◆ Activity:
Below are records; count the lines that contain "small" and give only the total.

╭─ Dataset extract

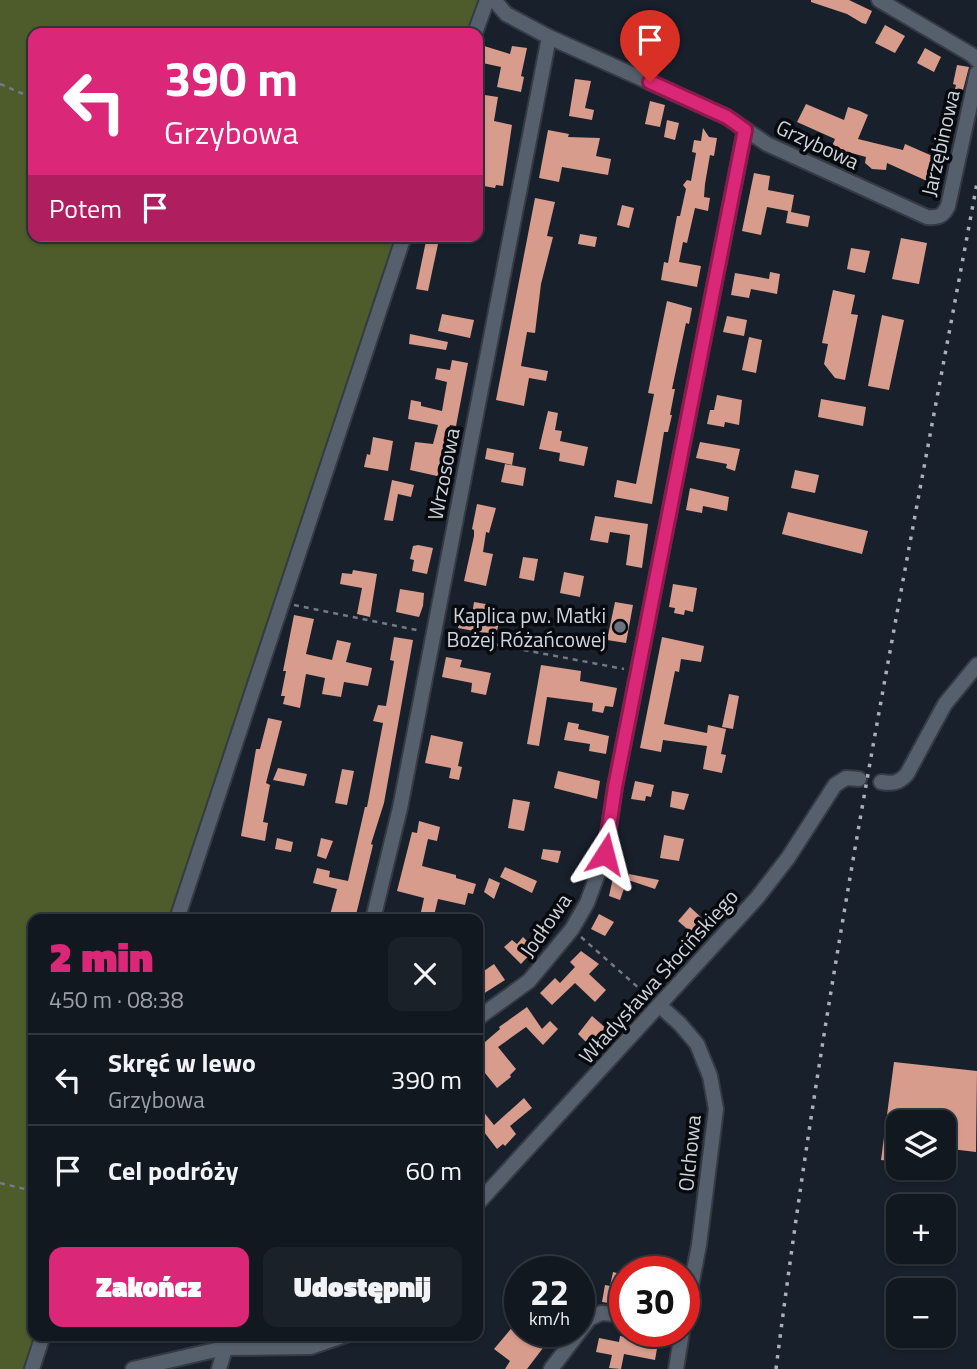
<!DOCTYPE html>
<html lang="pl">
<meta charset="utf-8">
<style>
:root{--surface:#121820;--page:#1b2129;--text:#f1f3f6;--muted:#9ca0a5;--line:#31373e;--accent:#db2777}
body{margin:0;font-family:"Titillium Web",sans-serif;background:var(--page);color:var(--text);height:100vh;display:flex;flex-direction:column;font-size:26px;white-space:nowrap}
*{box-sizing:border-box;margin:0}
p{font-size:23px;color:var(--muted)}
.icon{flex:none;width:38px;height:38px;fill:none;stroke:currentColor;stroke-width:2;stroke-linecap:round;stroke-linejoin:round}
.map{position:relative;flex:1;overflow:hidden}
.sheet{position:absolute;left:28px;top:914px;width:455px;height:427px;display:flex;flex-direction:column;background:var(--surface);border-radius:14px;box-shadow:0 2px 5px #0004,0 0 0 2px var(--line)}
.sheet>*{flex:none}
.guide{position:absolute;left:28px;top:28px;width:455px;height:214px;border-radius:14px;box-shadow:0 2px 5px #0004,0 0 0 2px var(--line);background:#db2777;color:#fff;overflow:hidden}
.buttons{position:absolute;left:886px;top:1110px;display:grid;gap:14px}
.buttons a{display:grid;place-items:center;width:70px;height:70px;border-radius:14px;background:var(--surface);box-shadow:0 2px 5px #0004,0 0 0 2px var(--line);font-size:35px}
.speed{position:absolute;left:504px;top:1256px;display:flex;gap:14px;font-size:35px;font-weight:700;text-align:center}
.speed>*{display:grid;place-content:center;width:91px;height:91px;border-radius:50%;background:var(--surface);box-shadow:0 2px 5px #0004,0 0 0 2px var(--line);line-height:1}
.speed small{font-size:18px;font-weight:400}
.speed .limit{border:10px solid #d22;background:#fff;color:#111}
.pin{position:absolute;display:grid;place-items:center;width:60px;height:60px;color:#fff;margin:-72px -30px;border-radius:50% 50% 50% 0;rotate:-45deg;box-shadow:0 0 7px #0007}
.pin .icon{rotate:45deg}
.me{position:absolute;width:77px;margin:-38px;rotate:9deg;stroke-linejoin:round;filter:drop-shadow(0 0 5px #0008)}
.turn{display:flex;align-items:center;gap:24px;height:147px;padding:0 21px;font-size:32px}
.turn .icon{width:91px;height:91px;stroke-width:2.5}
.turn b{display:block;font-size:49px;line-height:60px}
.then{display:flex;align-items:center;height:66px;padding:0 21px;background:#0003;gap:14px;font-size:26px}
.round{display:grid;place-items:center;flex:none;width:74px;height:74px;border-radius:14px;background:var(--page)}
.headline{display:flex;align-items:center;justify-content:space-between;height:119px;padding:0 21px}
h1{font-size:42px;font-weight:800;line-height:52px;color:var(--accent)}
.primary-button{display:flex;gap:14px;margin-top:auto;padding:14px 21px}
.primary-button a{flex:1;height:80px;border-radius:14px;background:var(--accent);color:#fff;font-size:28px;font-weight:800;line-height:80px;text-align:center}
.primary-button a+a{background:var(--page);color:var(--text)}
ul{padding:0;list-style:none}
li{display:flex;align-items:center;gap:21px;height:91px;padding:0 21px;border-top:2px solid var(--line)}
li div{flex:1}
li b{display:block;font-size:26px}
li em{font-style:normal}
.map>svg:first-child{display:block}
.forest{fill:#4d5c2a}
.building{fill:#d89c8d}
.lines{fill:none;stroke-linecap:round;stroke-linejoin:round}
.street-casing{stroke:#353a43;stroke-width:18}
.path{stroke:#737a83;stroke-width:2.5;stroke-dasharray:5 5;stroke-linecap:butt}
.street{stroke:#56606c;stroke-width:14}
.rail{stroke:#aaafb8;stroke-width:3.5;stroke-dasharray:3.5 7;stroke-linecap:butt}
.route-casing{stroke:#8e194d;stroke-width:18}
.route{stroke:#db2777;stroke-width:12}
.worship-dot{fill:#6b7280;stroke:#070a0e;stroke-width:2.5}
.labels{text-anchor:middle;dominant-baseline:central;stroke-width:7;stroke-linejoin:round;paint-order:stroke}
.street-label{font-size:21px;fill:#cfd4dc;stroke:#070a0e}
.poi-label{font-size:21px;fill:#cfd4dc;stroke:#070a0e;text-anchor:end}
</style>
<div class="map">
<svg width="977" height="1369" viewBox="0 0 977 1369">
<rect width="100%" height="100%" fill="#18202b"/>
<polygon class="forest" points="0,0 490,0 478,33 33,33 33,236 410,236 177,919 33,919 33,1335 35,1335 24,1369 0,1369"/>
<g class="building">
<polygon points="811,0 849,0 872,11 866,24 862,23 847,14 811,2"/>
<polygon points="885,25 905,36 895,53 875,43"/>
<polygon points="481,45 510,54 512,46 527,48 521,76 524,77 521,92 497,87 501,67 478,62"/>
<polygon points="925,48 941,57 934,72 917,63"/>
<polygon points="957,65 969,67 963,90 955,89 956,85 953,84"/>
<polygon points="575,79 591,81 585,108 594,110 592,120 569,116"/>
<polygon points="478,94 498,97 494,121 512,125 503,186 496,185 495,188 478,185 481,165 478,164"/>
<polygon points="650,101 665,105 660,127 645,124"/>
<polygon points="806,104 844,120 848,107 860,111 868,115 858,139 903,150 905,144 937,158 927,181 887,163 886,170 872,169 865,163 866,157 848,152 844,161 835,157 837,153 830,151 835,139 797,122"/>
<polygon points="667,120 679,123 675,140 664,137"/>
<polygon points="703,128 709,137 717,138 714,156 710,155 705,184 704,197 710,198 708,211 695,208 687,243 683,242 679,262 701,266 697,287 661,280 664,262 668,263 677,216 680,216 686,189 683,185 687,180 691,181 696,153 692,152 694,140 701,141"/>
<polygon points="548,130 569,134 568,137 600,138 596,156 611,159 608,175 562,167 559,182 539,178"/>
<polygon points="754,173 770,176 768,190 794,195 791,212 810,216 808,227 786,223 788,211 767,207 761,235 742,231"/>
<polygon points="535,198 555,202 547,236 553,237 541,284 535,333 527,332 521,366 548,371 546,381 529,378 524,406 496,400"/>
<polygon points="622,205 634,208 629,228 617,225"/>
<polygon points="580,234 597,237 595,247 578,244"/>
<polygon points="901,238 927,243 919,284 892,279"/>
<polygon points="426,241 438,244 428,291 416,289"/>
<polygon points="851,248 870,251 865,273 847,269"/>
<polygon points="770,272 780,274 777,294 751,289 749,298 731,295 735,273 769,279"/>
<polygon points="833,290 855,295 851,314 858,315 845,380 835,378 824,364 828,344 822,343"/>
<polygon points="667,301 692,308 689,324 686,323 672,389 675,389 670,415 672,415 668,432 664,432 652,504 614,497 617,480 636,484 654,394 648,393"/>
<polygon points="442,314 474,320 470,338 438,331"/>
<polygon points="882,315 904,320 889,390 868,386"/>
<polygon points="727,316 747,320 744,336 723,332"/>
<polygon points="410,334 448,342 446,350 409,344"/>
<polygon points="749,337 762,340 756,373 742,370"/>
<polygon points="452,360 468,363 456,426 450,425 443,454 445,454 444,458 450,459 446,478 410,470 415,442 433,444 438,425 408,419 411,400 421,402 421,406 442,411 447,382 435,379 437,368 450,370"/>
<polygon points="717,395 742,400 739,425 725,422 724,427 707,424 710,410 714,410"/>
<polygon points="821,399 866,407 863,426 818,417"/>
<polygon points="548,411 558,413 555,430 562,431 560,441 588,447 584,466 559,461 560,453 539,449"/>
<polygon points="373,437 393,441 388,471 364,467 367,454 370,455"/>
<polygon points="700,442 740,449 735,471 726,468 727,464 696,458"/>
<polygon points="487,448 514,453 512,465 485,459"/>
<polygon points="505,464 526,468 523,486 501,482"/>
<polygon points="795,470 819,475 815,493 791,488"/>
<polygon points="392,480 414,485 411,497 398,494 393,521 384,520"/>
<polygon points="690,488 729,497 727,511 703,506 702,513 686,510"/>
<polygon points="477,504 496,508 489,533 486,532 483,552 493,554 486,586 464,581 474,536 474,530 472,529"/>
<polygon points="788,512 868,531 862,554 782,534"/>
<polygon points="595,516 648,524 642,568 626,565 630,535 610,532 608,543 590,540"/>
<polygon points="418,545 433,548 427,574 412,571 414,560 410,559 413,546"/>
<polygon points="523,557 538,559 534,581 519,578"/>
<polygon points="353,570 377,574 370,617 357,614 362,588 340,584 342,573 352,574"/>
<polygon points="564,572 584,576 580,597 560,593"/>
<polygon points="673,584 697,588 693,612 685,610 684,615 674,613 675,608 669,607"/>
<polygon points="400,589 424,593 423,606 419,617 396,612"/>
<polygon points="474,602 497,606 495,617 500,618 496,635 458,628 461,613 472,615"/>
<polygon points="615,602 633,605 626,643 607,640"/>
<polygon points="294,615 314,619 306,654 332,660 337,640 351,643 346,662 372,668 368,686 344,682 341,697 322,694 325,678 306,674 300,708 283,704 285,696 281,696 286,671 283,671"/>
<polygon points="394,637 413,640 384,803 371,844 373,845 355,919 337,919 337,916 330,915 337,889 313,883 317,868 330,871 329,877 348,881 365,807 367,807 383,723 373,721 378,705 386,706 394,661 390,660"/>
<polygon points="662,637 704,646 701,662 681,659 679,672 675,671 664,724 707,733 708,725 726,729 721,754 726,755 722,773 703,769 707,746 663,740 661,752 640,748"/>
<polygon points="446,657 462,660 460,667 491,673 486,695 471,692 472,683 442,677"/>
<polygon points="541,665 581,671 580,681 617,688 613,707 605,706 603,713 592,711 593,703 547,697 539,746 527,744"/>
<polygon points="729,694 739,696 733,729 722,727"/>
<polygon points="268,718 282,721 266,783 270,785 263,822 268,823 265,841 241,836 256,749 260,749"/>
<polygon points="568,722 579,724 578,729 609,736 606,754 589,751 590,744 564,740"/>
<polygon points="431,735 463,742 458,766 462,767 459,780 449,778 451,768 425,763"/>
<polygon points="278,768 307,774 304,786 273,780"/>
<polygon points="342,769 354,771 347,805 335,803"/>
<polygon points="558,771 600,781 597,799 554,788"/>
<polygon points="635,781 654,785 651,797 646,796 645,801 631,799"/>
<polygon points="672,791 689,794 684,810 670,807"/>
<polygon points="513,799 530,802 524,831 508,828"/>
<polygon points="419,821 440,827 437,841 428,839 422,866 456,875 456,878 476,884 473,894 468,893 465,905 438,899 434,916 421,912 424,898 397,891 412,832 417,833"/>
<polygon points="664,835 684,839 679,861 660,858"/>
<polygon points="277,838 293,842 291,852 275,849"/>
<polygon points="321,838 333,841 326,859 317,856"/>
<polygon points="543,849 561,851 558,863 541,859"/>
<polygon points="505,867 537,881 532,893 500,877"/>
<polygon points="629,874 659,880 655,889 628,880"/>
<polygon points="489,878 500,883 494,899 484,892"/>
<polygon points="613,878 626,883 620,900 609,896"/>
<polygon points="690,907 705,921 693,934 678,921"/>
<polygon points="599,914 614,922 605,936 591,929"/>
<polygon points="523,937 535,949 521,964 504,947 512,940 517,944"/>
<polygon points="581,951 599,964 589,974 606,990 595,1002 575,983 552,1005 540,993 555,978 560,983 575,967 570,962"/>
<polygon points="494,964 505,980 483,994 478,986 478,975"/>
<polygon points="527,1007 542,1029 550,1021 558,1029 543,1045 526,1027 498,1047 516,1069 510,1075 511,1077 497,1088 481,1068 483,1067 478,1060 478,1032 485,1042 500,1029 499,1027"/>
<polygon points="592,1016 608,1030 591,1047 578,1034"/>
<polygon points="894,1062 977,1071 976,1152 943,1148 943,1122 898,1122 898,1162 881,1160"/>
<polygon points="524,1098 532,1108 510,1126 516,1134 505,1146 503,1144 497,1149 478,1124 478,1105 494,1125"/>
<polygon points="613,1272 625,1275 623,1305 602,1302 605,1285 610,1286"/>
<polygon points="520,1318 520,1332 543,1348 527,1369 505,1369 510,1361 494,1349"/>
<polygon points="620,1336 658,1343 655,1360 624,1354 621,1369 609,1368 612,1355 596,1352 599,1338 619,1342"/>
</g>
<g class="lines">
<defs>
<g id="street">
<path d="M494 0 506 14 549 37 727 117 767 144 927 217C939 218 943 216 948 206L977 73"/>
<polyline points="879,0 972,55 977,60"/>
<polyline points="475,33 487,0"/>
<path d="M881 782C893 784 899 783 907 774L945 704 977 665"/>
<polyline points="177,919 404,236"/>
<polyline points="373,919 400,808 549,37"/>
<polyline points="660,1006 680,1024 697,1044 710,1076 716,1109 699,1245 684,1322"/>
<polyline points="478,1018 529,981 572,929 587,903 605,854 615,787 745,130"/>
<polyline points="478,1203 757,898 788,858 835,785 846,778 859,779"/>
<polyline points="32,1369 43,1335"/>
<polyline points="133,1369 224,1348 311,1347 346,1335"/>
<polyline points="219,1369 229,1335"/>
<polyline points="551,1369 589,1319 601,1313 625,1315"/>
<polyline points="676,1369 682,1332"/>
</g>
</defs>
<use href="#street" class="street-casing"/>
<g class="path">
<polyline points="0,84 33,98"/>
<polyline points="294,605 421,631"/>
<polyline points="445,635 624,669"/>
<polyline points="581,937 649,997"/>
<polyline points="0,1183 33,1191"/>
</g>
<use href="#street" class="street"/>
<path class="rail" d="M776 1369C826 971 904 578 977 183"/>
</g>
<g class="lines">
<defs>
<polyline id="route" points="605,854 615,787 745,130 727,117 650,82"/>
</defs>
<use href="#route" class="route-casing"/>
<use href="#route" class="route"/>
</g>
<circle class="worship-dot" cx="620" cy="627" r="7"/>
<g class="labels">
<g class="street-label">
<text transform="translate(940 143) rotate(-77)">Jarzębinowa</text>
<text transform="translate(818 144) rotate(25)">Grzybowa</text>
<text transform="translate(443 474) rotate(-79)">Wrzosowa</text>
<text transform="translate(545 925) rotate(-55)">Jodłowa</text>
<text transform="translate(658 976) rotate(-48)">Władysława Słocińskiego</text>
<text transform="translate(689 1153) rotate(-84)">Olchowa</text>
</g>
<g class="poi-label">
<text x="606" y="615">Kaplica pw. Matki<tspan x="606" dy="24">Bożej Różańcowej</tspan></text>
</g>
</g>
</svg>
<div class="buttons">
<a><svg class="icon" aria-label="layers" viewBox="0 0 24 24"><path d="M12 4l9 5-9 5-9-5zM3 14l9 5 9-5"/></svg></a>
<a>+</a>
<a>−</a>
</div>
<div class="speed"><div>22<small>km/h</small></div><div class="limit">30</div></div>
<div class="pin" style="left:650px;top:82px;background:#d93025"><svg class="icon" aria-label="arrive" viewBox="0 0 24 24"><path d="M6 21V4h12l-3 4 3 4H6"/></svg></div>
<svg class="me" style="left:605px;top:854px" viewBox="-20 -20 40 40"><path d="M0-17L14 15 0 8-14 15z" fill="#db2777" stroke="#fff" stroke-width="4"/></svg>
<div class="guide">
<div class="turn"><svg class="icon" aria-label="left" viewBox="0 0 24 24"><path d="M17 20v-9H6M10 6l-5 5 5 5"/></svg><div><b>390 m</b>Grzybowa</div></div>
<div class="then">Potem<svg class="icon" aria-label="arrive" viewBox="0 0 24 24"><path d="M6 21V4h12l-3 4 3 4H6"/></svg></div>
</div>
<section class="sheet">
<div class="headline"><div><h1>2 min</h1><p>450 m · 08:38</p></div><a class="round"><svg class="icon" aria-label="close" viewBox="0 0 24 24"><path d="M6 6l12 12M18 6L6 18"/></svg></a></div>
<ul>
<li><svg class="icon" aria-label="left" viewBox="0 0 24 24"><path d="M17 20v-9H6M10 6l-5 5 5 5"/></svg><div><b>Skręć w lewo</b><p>Grzybowa</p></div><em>390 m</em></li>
<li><svg class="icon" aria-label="arrive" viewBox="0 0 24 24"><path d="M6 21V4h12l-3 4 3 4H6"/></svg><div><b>Cel podróży</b></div><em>60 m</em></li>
</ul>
<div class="primary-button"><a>Zakończ</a><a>Udostępnij</a></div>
</section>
</div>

╰─

◆ Response to the exercise:
2